* [EXERCISE INSTRUCTIONS]:
Each record below must be returned exactly, with no line left out.

* [MATERIAL SHOWN]:
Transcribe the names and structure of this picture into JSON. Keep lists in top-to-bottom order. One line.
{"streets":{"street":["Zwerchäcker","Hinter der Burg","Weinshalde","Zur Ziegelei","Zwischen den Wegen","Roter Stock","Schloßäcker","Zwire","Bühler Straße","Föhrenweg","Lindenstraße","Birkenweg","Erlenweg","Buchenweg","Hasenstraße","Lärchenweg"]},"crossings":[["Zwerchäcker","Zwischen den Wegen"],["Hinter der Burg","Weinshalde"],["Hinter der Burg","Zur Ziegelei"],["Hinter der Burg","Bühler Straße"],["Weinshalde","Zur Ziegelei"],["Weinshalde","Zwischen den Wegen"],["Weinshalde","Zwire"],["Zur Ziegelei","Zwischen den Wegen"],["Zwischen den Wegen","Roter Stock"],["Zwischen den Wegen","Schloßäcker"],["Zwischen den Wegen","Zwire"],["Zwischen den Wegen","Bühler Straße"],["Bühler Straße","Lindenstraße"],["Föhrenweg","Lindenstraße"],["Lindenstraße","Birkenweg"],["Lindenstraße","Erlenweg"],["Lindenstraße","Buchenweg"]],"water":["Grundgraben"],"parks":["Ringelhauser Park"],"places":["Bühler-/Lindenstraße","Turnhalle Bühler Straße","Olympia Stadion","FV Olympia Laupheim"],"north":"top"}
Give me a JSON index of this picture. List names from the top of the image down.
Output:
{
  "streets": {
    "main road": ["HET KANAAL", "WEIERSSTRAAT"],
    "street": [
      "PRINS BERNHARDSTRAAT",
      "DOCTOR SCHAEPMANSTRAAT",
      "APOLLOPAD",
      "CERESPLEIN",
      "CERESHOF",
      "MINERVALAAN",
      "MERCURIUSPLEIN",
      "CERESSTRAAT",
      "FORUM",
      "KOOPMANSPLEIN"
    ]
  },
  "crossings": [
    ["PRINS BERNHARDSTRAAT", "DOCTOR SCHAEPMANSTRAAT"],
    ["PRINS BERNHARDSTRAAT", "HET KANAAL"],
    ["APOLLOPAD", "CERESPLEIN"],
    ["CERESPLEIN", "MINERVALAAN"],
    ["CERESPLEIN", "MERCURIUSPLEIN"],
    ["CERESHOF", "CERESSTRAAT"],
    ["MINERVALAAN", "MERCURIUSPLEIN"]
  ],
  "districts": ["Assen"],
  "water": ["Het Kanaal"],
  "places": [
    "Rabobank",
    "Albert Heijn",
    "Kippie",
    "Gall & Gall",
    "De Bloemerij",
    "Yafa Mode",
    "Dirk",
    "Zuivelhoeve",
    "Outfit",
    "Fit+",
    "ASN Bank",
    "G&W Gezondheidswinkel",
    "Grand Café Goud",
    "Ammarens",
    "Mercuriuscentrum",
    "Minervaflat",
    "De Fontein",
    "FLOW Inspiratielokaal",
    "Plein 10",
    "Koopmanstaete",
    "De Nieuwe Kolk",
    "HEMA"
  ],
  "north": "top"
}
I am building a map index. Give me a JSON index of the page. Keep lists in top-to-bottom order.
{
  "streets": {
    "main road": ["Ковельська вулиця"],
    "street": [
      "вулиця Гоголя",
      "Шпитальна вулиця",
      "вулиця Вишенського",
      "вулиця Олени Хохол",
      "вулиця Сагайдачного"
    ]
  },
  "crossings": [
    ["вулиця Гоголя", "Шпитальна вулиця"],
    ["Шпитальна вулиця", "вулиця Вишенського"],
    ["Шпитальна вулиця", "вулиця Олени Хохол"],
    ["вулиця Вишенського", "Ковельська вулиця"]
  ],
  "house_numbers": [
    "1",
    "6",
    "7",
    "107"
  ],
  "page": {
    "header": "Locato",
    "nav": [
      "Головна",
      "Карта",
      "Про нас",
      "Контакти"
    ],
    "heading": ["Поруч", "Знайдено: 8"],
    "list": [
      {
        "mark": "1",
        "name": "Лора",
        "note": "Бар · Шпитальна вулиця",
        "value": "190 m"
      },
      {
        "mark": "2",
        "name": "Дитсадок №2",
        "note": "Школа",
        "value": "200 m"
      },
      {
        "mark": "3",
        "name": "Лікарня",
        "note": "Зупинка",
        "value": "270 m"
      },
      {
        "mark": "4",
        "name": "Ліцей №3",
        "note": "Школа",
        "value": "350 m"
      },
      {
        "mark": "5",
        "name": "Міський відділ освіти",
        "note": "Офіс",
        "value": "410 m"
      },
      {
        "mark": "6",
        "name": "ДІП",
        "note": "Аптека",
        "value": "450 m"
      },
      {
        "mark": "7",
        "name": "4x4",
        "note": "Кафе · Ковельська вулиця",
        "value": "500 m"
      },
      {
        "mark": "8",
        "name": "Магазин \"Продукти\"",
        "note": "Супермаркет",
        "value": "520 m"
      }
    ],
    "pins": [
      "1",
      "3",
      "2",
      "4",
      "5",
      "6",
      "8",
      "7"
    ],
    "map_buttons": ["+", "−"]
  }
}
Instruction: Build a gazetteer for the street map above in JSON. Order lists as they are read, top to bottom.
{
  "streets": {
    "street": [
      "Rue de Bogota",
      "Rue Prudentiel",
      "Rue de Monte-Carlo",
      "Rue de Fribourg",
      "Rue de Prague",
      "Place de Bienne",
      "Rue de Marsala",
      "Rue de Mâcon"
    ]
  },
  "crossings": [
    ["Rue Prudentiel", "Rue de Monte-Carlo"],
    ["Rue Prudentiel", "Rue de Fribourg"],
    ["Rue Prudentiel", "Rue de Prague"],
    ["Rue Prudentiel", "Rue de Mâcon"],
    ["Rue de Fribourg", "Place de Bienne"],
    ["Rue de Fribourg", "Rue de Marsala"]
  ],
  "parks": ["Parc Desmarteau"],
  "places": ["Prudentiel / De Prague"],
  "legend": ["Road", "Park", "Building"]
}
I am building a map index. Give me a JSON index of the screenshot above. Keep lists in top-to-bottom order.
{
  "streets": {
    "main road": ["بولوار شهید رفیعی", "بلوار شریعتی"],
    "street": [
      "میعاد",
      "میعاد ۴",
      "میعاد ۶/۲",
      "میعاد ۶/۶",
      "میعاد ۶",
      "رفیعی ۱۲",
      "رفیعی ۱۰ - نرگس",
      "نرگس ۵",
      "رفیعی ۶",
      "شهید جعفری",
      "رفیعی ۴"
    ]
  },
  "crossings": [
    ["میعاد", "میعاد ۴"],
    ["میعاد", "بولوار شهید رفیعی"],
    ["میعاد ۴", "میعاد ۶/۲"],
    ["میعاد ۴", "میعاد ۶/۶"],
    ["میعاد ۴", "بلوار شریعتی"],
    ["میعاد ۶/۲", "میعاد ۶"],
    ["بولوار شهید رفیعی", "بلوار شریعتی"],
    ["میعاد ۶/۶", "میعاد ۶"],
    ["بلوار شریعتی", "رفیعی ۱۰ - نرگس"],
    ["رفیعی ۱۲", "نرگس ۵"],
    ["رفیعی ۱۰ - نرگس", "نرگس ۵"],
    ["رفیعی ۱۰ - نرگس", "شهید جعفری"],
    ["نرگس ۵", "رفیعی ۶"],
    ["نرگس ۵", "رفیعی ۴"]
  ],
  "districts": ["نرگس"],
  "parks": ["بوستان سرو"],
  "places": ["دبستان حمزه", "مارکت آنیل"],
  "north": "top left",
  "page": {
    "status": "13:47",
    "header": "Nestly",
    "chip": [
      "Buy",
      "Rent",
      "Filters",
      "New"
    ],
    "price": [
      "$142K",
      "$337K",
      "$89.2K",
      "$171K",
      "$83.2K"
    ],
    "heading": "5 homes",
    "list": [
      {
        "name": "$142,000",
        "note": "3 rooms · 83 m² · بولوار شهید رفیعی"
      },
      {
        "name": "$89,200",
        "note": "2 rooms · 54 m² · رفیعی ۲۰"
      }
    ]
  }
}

* [TASK RESPONSE]:
Transcribe the names and structure of this picture into JSON. Keep lists in top-to-bottom order. One line.
{"streets":{"street":["Zwerchäcker","Hinter der Burg","Weinshalde","Zur Ziegelei","Zwischen den Wegen","Roter Stock","Schloßäcker","Zwire","Bühler Straße","Föhrenweg","Lindenstraße","Birkenweg","Erlenweg","Buchenweg","Hasenstraße","Lärchenweg"]},"crossings":[["Zwerchäcker","Zwischen den Wegen"],["Hinter der Burg","Weinshalde"],["Hinter der Burg","Zur Ziegelei"],["Hinter der Burg","Bühler Straße"],["Weinshalde","Zur Ziegelei"],["Weinshalde","Zwischen den Wegen"],["Weinshalde","Zwire"],["Zur Ziegelei","Zwischen den Wegen"],["Zwischen den Wegen","Roter Stock"],["Zwischen den Wegen","Schloßäcker"],["Zwischen den Wegen","Zwire"],["Zwischen den Wegen","Bühler Straße"],["Bühler Straße","Lindenstraße"],["Föhrenweg","Lindenstraße"],["Lindenstraße","Birkenweg"],["Lindenstraße","Erlenweg"],["Lindenstraße","Buchenweg"]],"water":["Grundgraben"],"parks":["Ringelhauser Park"],"places":["Bühler-/Lindenstraße","Turnhalle Bühler Straße","Olympia Stadion","FV Olympia Laupheim"],"north":"top"}
Give me a JSON index of this picture. List names from the top of the image down.
Output:
{
  "streets": {
    "main road": ["HET KANAAL", "WEIERSSTRAAT"],
    "street": [
      "PRINS BERNHARDSTRAAT",
      "DOCTOR SCHAEPMANSTRAAT",
      "APOLLOPAD",
      "CERESPLEIN",
      "CERESHOF",
      "MINERVALAAN",
      "MERCURIUSPLEIN",
      "CERESSTRAAT",
      "FORUM",
      "KOOPMANSPLEIN"
    ]
  },
  "crossings": [
    ["PRINS BERNHARDSTRAAT", "DOCTOR SCHAEPMANSTRAAT"],
    ["PRINS BERNHARDSTRAAT", "HET KANAAL"],
    ["APOLLOPAD", "CERESPLEIN"],
    ["CERESPLEIN", "MINERVALAAN"],
    ["CERESPLEIN", "MERCURIUSPLEIN"],
    ["CERESHOF", "CERESSTRAAT"],
    ["MINERVALAAN", "MERCURIUSPLEIN"]
  ],
  "districts": ["Assen"],
  "water": ["Het Kanaal"],
  "places": [
    "Rabobank",
    "Albert Heijn",
    "Kippie",
    "Gall & Gall",
    "De Bloemerij",
    "Yafa Mode",
    "Dirk",
    "Zuivelhoeve",
    "Outfit",
    "Fit+",
    "ASN Bank",
    "G&W Gezondheidswinkel",
    "Grand Café Goud",
    "Ammarens",
    "Mercuriuscentrum",
    "Minervaflat",
    "De Fontein",
    "FLOW Inspiratielokaal",
    "Plein 10",
    "Koopmanstaete",
    "De Nieuwe Kolk",
    "HEMA"
  ],
  "north": "top"
}
I am building a map index. Give me a JSON index of the page. Keep lists in top-to-bottom order.
{
  "streets": {
    "main road": ["Ковельська вулиця"],
    "street": [
      "вулиця Гоголя",
      "Шпитальна вулиця",
      "вулиця Вишенського",
      "вулиця Олени Хохол",
      "вулиця Сагайдачного"
    ]
  },
  "crossings": [
    ["вулиця Гоголя", "Шпитальна вулиця"],
    ["Шпитальна вулиця", "вулиця Вишенського"],
    ["Шпитальна вулиця", "вулиця Олени Хохол"],
    ["вулиця Вишенського", "Ковельська вулиця"]
  ],
  "house_numbers": [
    "1",
    "6",
    "7",
    "107"
  ],
  "page": {
    "header": "Locato",
    "nav": [
      "Головна",
      "Карта",
      "Про нас",
      "Контакти"
    ],
    "heading": ["Поруч", "Знайдено: 8"],
    "list": [
      {
        "mark": "1",
        "name": "Лора",
        "note": "Бар · Шпитальна вулиця",
        "value": "190 m"
      },
      {
        "mark": "2",
        "name": "Дитсадок №2",
        "note": "Школа",
        "value": "200 m"
      },
      {
        "mark": "3",
        "name": "Лікарня",
        "note": "Зупинка",
        "value": "270 m"
      },
      {
        "mark": "4",
        "name": "Ліцей №3",
        "note": "Школа",
        "value": "350 m"
      },
      {
        "mark": "5",
        "name": "Міський відділ освіти",
        "note": "Офіс",
        "value": "410 m"
      },
      {
        "mark": "6",
        "name": "ДІП",
        "note": "Аптека",
        "value": "450 m"
      },
      {
        "mark": "7",
        "name": "4x4",
        "note": "Кафе · Ковельська вулиця",
        "value": "500 m"
      },
      {
        "mark": "8",
        "name": "Магазин \"Продукти\"",
        "note": "Супермаркет",
        "value": "520 m"
      }
    ],
    "pins": [
      "1",
      "3",
      "2",
      "4",
      "5",
      "6",
      "8",
      "7"
    ],
    "map_buttons": ["+", "−"]
  }
}
Instruction: Build a gazetteer for the street map above in JSON. Order lists as they are read, top to bottom.
{
  "streets": {
    "street": [
      "Rue de Bogota",
      "Rue Prudentiel",
      "Rue de Monte-Carlo",
      "Rue de Fribourg",
      "Rue de Prague",
      "Place de Bienne",
      "Rue de Marsala",
      "Rue de Mâcon"
    ]
  },
  "crossings": [
    ["Rue Prudentiel", "Rue de Monte-Carlo"],
    ["Rue Prudentiel", "Rue de Fribourg"],
    ["Rue Prudentiel", "Rue de Prague"],
    ["Rue Prudentiel", "Rue de Mâcon"],
    ["Rue de Fribourg", "Place de Bienne"],
    ["Rue de Fribourg", "Rue de Marsala"]
  ],
  "parks": ["Parc Desmarteau"],
  "places": ["Prudentiel / De Prague"],
  "legend": ["Road", "Park", "Building"]
}
I am building a map index. Give me a JSON index of the screenshot above. Keep lists in top-to-bottom order.
{
  "streets": {
    "main road": ["بولوار شهید رفیعی", "بلوار شریعتی"],
    "street": [
      "میعاد",
      "میعاد ۴",
      "میعاد ۶/۲",
      "میعاد ۶/۶",
      "میعاد ۶",
      "رفیعی ۱۲",
      "رفیعی ۱۰ - نرگس",
      "نرگس ۵",
      "رفیعی ۶",
      "شهید جعفری",
      "رفیعی ۴"
    ]
  },
  "crossings": [
    ["میعاد", "میعاد ۴"],
    ["میعاد", "بولوار شهید رفیعی"],
    ["میعاد ۴", "میعاد ۶/۲"],
    ["میعاد ۴", "میعاد ۶/۶"],
    ["میعاد ۴", "بلوار شریعتی"],
    ["میعاد ۶/۲", "میعاد ۶"],
    ["بولوار شهید رفیعی", "بلوار شریعتی"],
    ["میعاد ۶/۶", "میعاد ۶"],
    ["بلوار شریعتی", "رفیعی ۱۰ - نرگس"],
    ["رفیعی ۱۲", "نرگس ۵"],
    ["رفیعی ۱۰ - نرگس", "نرگس ۵"],
    ["رفیعی ۱۰ - نرگس", "شهید جعفری"],
    ["نرگس ۵", "رفیعی ۶"],
    ["نرگس ۵", "رفیعی ۴"]
  ],
  "districts": ["نرگس"],
  "parks": ["بوستان سرو"],
  "places": ["دبستان حمزه", "مارکت آنیل"],
  "north": "top left",
  "page": {
    "status": "13:47",
    "header": "Nestly",
    "chip": [
      "Buy",
      "Rent",
      "Filters",
      "New"
    ],
    "price": [
      "$142K",
      "$337K",
      "$89.2K",
      "$171K",
      "$83.2K"
    ],
    "heading": "5 homes",
    "list": [
      {
        "name": "$142,000",
        "note": "3 rooms · 83 m² · بولوار شهید رفیعی"
      },
      {
        "name": "$89,200",
        "note": "2 rooms · 54 m² · رفیعی ۲۰"
      }
    ]
  }
}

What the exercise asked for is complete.